Records supplied:
——————————
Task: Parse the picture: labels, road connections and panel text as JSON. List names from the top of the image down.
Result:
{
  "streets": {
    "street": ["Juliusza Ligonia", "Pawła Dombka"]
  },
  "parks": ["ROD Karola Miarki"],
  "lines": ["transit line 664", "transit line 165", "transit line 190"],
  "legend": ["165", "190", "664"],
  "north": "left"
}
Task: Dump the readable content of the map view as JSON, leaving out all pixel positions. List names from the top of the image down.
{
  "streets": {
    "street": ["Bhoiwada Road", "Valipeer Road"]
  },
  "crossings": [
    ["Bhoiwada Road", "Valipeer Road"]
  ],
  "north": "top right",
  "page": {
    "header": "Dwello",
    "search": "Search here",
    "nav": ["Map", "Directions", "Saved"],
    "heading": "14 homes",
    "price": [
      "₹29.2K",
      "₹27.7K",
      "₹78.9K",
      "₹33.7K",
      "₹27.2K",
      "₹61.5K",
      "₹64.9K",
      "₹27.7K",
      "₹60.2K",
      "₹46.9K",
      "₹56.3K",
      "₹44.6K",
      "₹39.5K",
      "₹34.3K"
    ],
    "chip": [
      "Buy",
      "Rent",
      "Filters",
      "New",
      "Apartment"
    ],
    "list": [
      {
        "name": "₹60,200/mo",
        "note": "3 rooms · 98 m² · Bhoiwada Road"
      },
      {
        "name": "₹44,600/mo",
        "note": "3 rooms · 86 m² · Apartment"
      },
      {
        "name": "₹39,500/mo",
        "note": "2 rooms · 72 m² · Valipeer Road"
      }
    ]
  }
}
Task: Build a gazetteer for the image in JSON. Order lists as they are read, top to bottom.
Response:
——————————
Brief: Reproduce the data exactly, character for character.

Result of this exercise:
Task: Parse the picture: labels, road connections and panel text as JSON. List names from the top of the image down.
Result:
{
  "streets": {
    "street": ["Juliusza Ligonia", "Pawła Dombka"]
  },
  "parks": ["ROD Karola Miarki"],
  "lines": ["transit line 664", "transit line 165", "transit line 190"],
  "legend": ["165", "190", "664"],
  "north": "left"
}
Task: Dump the readable content of the map view as JSON, leaving out all pixel positions. List names from the top of the image down.
{
  "streets": {
    "street": ["Bhoiwada Road", "Valipeer Road"]
  },
  "crossings": [
    ["Bhoiwada Road", "Valipeer Road"]
  ],
  "north": "top right",
  "page": {
    "header": "Dwello",
    "search": "Search here",
    "nav": ["Map", "Directions", "Saved"],
    "heading": "14 homes",
    "price": [
      "₹29.2K",
      "₹27.7K",
      "₹78.9K",
      "₹33.7K",
      "₹27.2K",
      "₹61.5K",
      "₹64.9K",
      "₹27.7K",
      "₹60.2K",
      "₹46.9K",
      "₹56.3K",
      "₹44.6K",
      "₹39.5K",
      "₹34.3K"
    ],
    "chip": [
      "Buy",
      "Rent",
      "Filters",
      "New",
      "Apartment"
    ],
    "list": [
      {
        "name": "₹60,200/mo",
        "note": "3 rooms · 98 m² · Bhoiwada Road"
      },
      {
        "name": "₹44,600/mo",
        "note": "3 rooms · 86 m² · Apartment"
      },
      {
        "name": "₹39,500/mo",
        "note": "2 rooms · 72 m² · Valipeer Road"
      }
    ]
  }
}
Task: Build a gazetteer for the image in JSON. Order lists as they are read, top to bottom.
Response:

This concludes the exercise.